Poutiniste inconditionnelle, la pétulante Valentina Matvienko, actuelle gouverneure de Saint-Pétersbourg, a déjà proposé ses services. Affaire à suivre, même si l’accession d’une femme à ce poste semble chimérique. Sergueï Ivanov et Dmitri Medvedev, tous deux vice-Premiers ministres et présentés depuis des mois comme les dauphins du « tsar », tiennent toujours la corde. Mais, à défaut de charisme, aucun ne s’est imposé. Ils pourraient « caler » en cours de route (c’est du moins l’avis de 92 % des auditeurs de la radio Écho Moscou) au profit d’un troisième larron. Le nom de Sergueï Narychkine, 52 ans, promu vice-Premier ministre chargé du commerce extérieur en février, est désormais sur toutes les lèvres. Narychkine, qui a connu le président sur les bancs de l’Institut du KGB, avant de le suivre à la mairie de Saint-Pétersbourg, a toute sa confiance. Ou, du moins, celle que l’énigmatique occupant du Kremlin laisse transparaître !
On se souvient qu’en 1999 le président Eltsine avait choisi son successeur au dernier moment, déjouant tous les pronostics : le parfait inconnu qu’il avait tiré de sa chapka était un certain Poutine. Lequel pourrait à son tour être tenté d’user du même stratagème.

Troisième question : Poutine restera-t-il influent ? Telle est bien, en tout cas, son intention. Ce pourrait être à un poste honorifique, même si celui de Premier ministre est doté de pouvoirs limités, à un poste d’arbitre (président de la Cour constitutionnelle ?) ou à celui, stratégique, de président du géant gazier Gazprom. Bien que Poutine ait déclaré qu’il ne se sentait nulle vocation pour les affaires, cette dernière éventualité est très souvent citée.

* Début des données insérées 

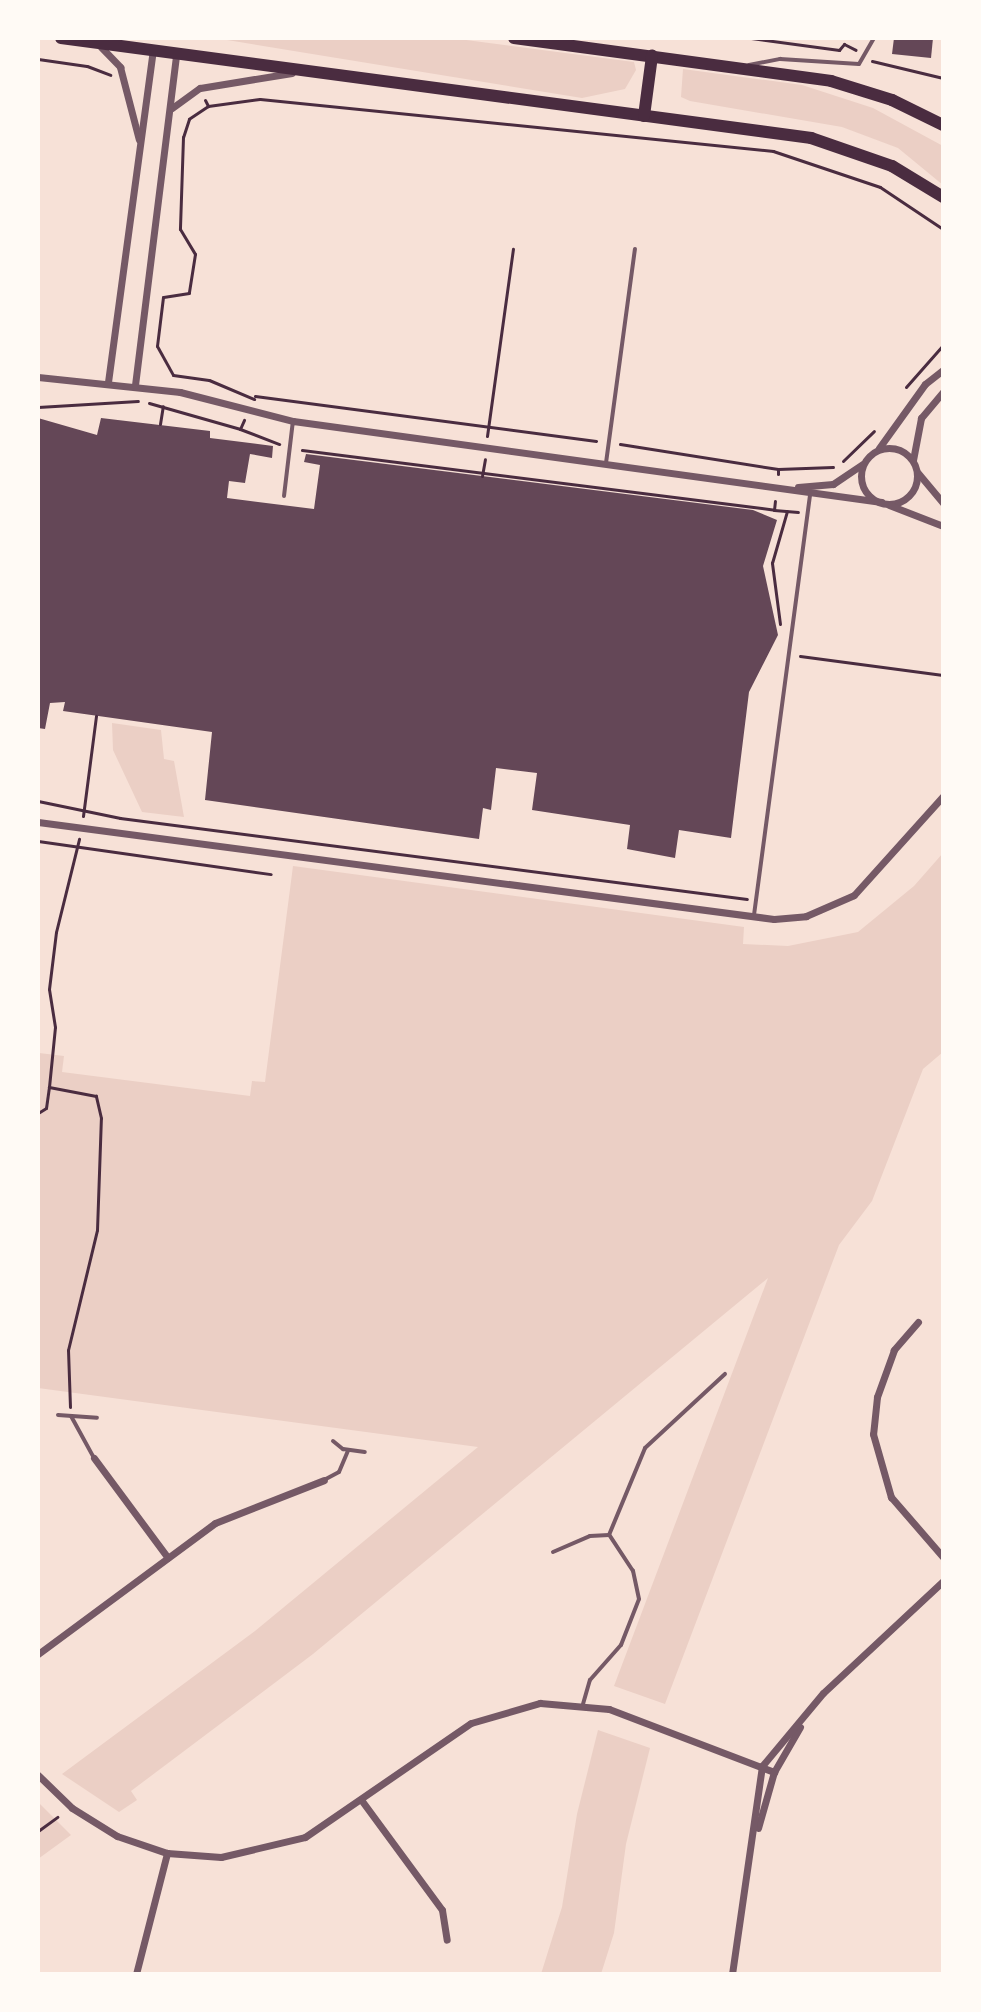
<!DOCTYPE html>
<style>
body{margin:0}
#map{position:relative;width:981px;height:2012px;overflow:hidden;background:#f7e1d7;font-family:"Golos Text",sans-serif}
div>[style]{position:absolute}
.green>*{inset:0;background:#ebcfc5}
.building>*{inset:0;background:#644757}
.path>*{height:3px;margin:-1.5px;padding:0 1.5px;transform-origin:1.5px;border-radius:1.5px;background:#4a2c40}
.service>*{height:4px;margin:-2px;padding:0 2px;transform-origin:2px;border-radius:2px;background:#755966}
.minor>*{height:7px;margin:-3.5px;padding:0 3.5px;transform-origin:3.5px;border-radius:3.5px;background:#755966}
.minor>.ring{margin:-3.5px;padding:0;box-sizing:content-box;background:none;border:7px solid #755966;border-radius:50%}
.primary>*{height:12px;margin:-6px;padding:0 6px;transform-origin:6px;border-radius:6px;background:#4a2c40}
span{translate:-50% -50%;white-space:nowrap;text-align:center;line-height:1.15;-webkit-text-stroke:6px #fffaf5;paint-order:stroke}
.frame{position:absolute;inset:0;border:40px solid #fffaf5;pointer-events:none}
</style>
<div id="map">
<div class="green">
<i style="clip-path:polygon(215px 38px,451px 38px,634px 62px,636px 70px,625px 89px,582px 98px)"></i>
<i style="clip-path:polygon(683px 69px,802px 85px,873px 108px,943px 146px,943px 185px,898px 148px,842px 127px,690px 101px,681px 97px)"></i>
<i style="clip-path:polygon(112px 723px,161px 730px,164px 759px,174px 761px,184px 817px,142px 812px,113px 750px)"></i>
<i style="clip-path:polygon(943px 853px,943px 1052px,923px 1069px,872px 1201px,839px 1245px,665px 1704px,614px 1686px,768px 1278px,313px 1654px,131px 1791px,137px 1800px,119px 1812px,62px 1774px,255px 1631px,478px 1447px,38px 1388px,39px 1053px,64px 1056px,62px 1072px,250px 1096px,252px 1081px,265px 1082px,293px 866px,744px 927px,743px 944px,788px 946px,858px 932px,914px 886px)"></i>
<i style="clip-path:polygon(598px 1730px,650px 1748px,626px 1844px,614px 1933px,601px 1974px,541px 1974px,562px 1907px,577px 1814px)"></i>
<i style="clip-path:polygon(38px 1802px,71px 1835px,38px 1859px)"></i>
</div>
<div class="building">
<i style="clip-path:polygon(894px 38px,933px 38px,931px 58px,892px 54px)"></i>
<i style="clip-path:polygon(38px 418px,97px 435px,101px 418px,210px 431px,210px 438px,273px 446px,272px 458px,250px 454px,245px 483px,229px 481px,227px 498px,314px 509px,320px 465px,304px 462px,306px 454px,753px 510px,777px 520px,763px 566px,778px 635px,749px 692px,731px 838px,679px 830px,675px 858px,627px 849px,630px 825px,532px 810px,537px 773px,496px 768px,491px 810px,483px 808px,479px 839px,205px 800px,212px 732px,63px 711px,65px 702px,50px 703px,45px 729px,38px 728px)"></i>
</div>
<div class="path">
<i style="left:707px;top:38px;width:44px"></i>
<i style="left:751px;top:38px;width:89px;rotate:7.8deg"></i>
<i style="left:839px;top:50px;width:8px;rotate:-50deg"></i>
<i style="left:844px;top:44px;width:13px;rotate:27deg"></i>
<i style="left:38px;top:59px;width:49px;rotate:8.1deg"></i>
<i style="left:87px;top:66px;width:25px;rotate:21deg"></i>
<i style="left:872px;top:61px;width:73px;rotate:13.5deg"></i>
<i style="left:205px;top:100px;width:7px;rotate:63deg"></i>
<i style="left:208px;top:106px;width:52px;rotate:-7.7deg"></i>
<i style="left:260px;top:99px;width:516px;rotate:5.79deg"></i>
<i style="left:773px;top:151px;width:113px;rotate:18.6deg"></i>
<i style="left:880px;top:187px;width:76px;rotate:33.7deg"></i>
<i style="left:208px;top:106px;width:23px;rotate:146deg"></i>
<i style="left:189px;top:119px;width:19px;rotate:108deg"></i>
<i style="left:183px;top:137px;width:92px;rotate:91.9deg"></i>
<i style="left:180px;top:229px;width:29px;rotate:59deg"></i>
<i style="left:195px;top:254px;width:39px;rotate:99deg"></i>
<i style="left:189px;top:293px;width:26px;rotate:171deg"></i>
<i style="left:163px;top:297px;width:49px;rotate:97deg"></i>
<i style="left:157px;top:346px;width:33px;rotate:61deg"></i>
<i style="left:173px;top:375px;width:36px;rotate:8deg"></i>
<i style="left:209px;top:380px;width:49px;rotate:22.9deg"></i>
<i style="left:906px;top:387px;width:56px;rotate:-48.6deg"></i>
<i style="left:255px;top:396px;width:344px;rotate:7.5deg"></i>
<i style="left:149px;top:403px;width:95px;rotate:15.9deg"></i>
<i style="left:240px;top:429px;width:10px;rotate:-66deg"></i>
<i style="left:38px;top:407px;width:100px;rotate:-3.4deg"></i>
<i style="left:160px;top:424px;width:18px;rotate:-81deg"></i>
<i style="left:240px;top:429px;width:42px;rotate:21deg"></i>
<i style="left:487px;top:436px;width:189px;rotate:-82.1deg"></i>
<i style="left:620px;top:444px;width:160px;rotate:9deg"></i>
<i style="left:302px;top:450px;width:476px;rotate:7.2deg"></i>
<i style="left:774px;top:510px;width:9px;rotate:-84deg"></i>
<i style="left:843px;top:461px;width:43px;rotate:-44.1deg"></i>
<i style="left:778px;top:474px;width:5px;rotate:-90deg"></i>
<i style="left:778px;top:469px;width:55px;rotate:-2.1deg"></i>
<i style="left:482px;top:476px;width:17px;rotate:-80deg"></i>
<i style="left:774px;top:510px;width:24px;rotate:5deg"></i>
<i style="left:780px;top:624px;width:62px;rotate:-97.5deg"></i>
<i style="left:772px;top:563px;width:54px;rotate:-73.9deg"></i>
<i style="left:800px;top:656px;width:144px;rotate:7.6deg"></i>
<i style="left:38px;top:801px;width:84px;rotate:11.7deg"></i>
<i style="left:120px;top:818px;width:632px;rotate:7.36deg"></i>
<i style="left:83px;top:816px;width:101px;rotate:-82.6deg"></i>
<i style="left:38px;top:841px;width:235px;rotate:8.1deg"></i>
<i style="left:38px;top:1113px;width:9px;rotate:-32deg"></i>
<i style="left:46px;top:1108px;width:21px;rotate:-82deg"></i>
<i style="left:70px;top:1407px;width:57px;rotate:-92deg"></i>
<i style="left:68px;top:1350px;width:123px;rotate:-76.4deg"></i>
<i style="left:97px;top:1230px;width:112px;rotate:-88deg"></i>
<i style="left:101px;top:1118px;width:23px;rotate:-103deg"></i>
<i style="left:96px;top:1096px;width:48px;rotate:-169.2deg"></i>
<i style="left:49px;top:1087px;width:60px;rotate:-84.3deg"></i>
<i style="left:55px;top:1027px;width:38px;rotate:-99deg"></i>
<i style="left:49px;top:989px;width:57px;rotate:-83deg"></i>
<i style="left:56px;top:932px;width:96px;rotate:-76.1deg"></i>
<i style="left:38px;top:1831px;width:24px;rotate:-36deg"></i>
</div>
<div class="service">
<i style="left:749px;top:65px;width:32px;rotate:-11deg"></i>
<i style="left:780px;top:59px;width:79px;rotate:3.6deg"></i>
<i style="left:859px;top:64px;width:30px;rotate:-60deg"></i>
<i style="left:606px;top:463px;width:216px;rotate:-82.3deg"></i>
<i style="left:284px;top:496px;width:76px;rotate:-83.2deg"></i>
<i style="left:754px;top:915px;width:426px;rotate:-82.4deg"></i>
<i style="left:58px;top:1415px;width:39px;rotate:4deg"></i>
<i style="left:71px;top:1416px;width:48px;rotate:61.3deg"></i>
<i style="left:333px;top:1441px;width:13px;rotate:39deg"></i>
<i style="left:343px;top:1449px;width:22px;rotate:8deg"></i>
<i style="left:324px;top:1480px;width:17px;rotate:-28deg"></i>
<i style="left:339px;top:1472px;width:23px;rotate:-67deg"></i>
<i style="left:553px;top:1552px;width:40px;rotate:-23.4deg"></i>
<i style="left:590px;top:1536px;width:19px;rotate:-3deg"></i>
<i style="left:609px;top:1535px;width:94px;rotate:-67.5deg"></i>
<i style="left:645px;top:1448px;width:109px;rotate:-42.8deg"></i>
<i style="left:583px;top:1704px;width:25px;rotate:-74deg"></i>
<i style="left:590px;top:1680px;width:47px;rotate:-48.5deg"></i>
<i style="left:621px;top:1645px;width:49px;rotate:-68.6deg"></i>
<i style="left:639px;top:1599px;width:29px;rotate:-102deg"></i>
<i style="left:633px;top:1571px;width:42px;rotate:-123.3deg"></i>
</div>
<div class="minor">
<i style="left:101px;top:47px;width:28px;rotate:46deg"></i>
<i style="left:120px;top:67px;width:75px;rotate:75.4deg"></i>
<i style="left:172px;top:108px;width:34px;rotate:-36deg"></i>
<i style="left:200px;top:88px;width:93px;rotate:-9.3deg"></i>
<i style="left:38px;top:377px;width:143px;rotate:6deg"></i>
<i style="left:180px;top:392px;width:117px;rotate:14.4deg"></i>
<i style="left:293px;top:421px;width:594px;rotate:7.84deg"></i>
<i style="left:108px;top:382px;width:335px;rotate:-82.3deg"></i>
<i style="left:135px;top:385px;width:334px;rotate:-82.9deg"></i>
<i style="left:879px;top:448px;width:79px;rotate:-54.3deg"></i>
<i style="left:925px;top:384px;width:23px;rotate:-38deg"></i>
<i class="ring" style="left:861px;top:448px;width:49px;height:49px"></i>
<i style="left:913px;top:460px;width:43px;rotate:-79.2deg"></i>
<i style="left:921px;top:418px;width:34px;rotate:-50deg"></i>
<i style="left:918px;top:473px;width:39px;rotate:50deg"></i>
<i style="left:798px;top:487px;width:35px;rotate:-5deg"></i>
<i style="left:833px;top:484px;width:36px;rotate:-34deg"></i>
<i style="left:889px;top:505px;width:58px;rotate:21.3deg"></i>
<i style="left:38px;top:822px;width:742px;rotate:7.51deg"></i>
<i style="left:774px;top:919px;width:32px;rotate:-5deg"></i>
<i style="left:806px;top:916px;width:52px;rotate:-23.6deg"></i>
<i style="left:854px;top:895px;width:133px;rotate:-48deg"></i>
<i style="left:918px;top:1322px;width:37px;rotate:131deg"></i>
<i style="left:894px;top:1350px;width:50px;rotate:109.9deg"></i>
<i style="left:877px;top:1397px;width:37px;rotate:96deg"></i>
<i style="left:873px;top:1434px;width:66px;rotate:74.1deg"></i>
<i style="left:891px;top:1497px;width:79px;rotate:49.1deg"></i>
<i style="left:94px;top:1458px;width:124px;rotate:53.5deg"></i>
<i style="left:38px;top:1654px;width:220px;rotate:-36.5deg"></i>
<i style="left:215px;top:1523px;width:117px;rotate:-21.5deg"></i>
<i style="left:38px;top:1775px;width:47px;rotate:44.1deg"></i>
<i style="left:72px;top:1808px;width:53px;rotate:31.9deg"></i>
<i style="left:117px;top:1836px;width:53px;rotate:18.8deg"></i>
<i style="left:167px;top:1853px;width:54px;rotate:4.2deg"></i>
<i style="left:221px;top:1857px;width:86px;rotate:-13.4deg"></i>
<i style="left:305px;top:1837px;width:201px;rotate:-34.5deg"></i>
<i style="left:471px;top:1723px;width:72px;rotate:-16.2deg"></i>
<i style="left:540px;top:1703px;width:69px;rotate:5deg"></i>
<i style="left:609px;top:1709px;width:177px;rotate:20.9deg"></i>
<i style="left:362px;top:1801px;width:135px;rotate:53.7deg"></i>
<i style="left:442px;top:1910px;width:30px;rotate:81deg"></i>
<i style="left:758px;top:1828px;width:58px;rotate:-74.1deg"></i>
<i style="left:774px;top:1772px;width:52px;rotate:-60deg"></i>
<i style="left:136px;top:1974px;width:125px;rotate:-75.6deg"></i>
<i style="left:732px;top:1974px;width:210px;rotate:-81.8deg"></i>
<i style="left:762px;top:1766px;width:95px;rotate:-50.1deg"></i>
<i style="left:823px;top:1693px;width:164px;rotate:-43deg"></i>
</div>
<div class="primary">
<i style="left:61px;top:38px;width:757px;rotate:7.59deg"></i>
<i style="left:811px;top:138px;width:86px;rotate:19.1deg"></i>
<i style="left:892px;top:166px;width:60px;rotate:31.3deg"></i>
<i style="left:514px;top:38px;width:320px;rotate:7.7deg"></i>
<i style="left:831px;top:81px;width:64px;rotate:17.3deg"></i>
<i style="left:892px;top:100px;width:57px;rotate:26.1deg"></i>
<i style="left:644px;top:116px;width:61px;rotate:-82.4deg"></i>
</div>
<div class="frame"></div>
</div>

Reste le scénario rêvé par l’opposition : l’effondrement du système. Pour Gary Kasparov, l’ancien champion d’échecs devenu leader de L’Autre Russie, il suffirait que les Russes découvrent à quel point l’oligarchie poutinienne s’est enrichie en pillant les ressources naturelles du pays pour provoquer une explosion sociale. Encore faudrait-il que les médias soient libres et les manifestations d’opposition tolérées.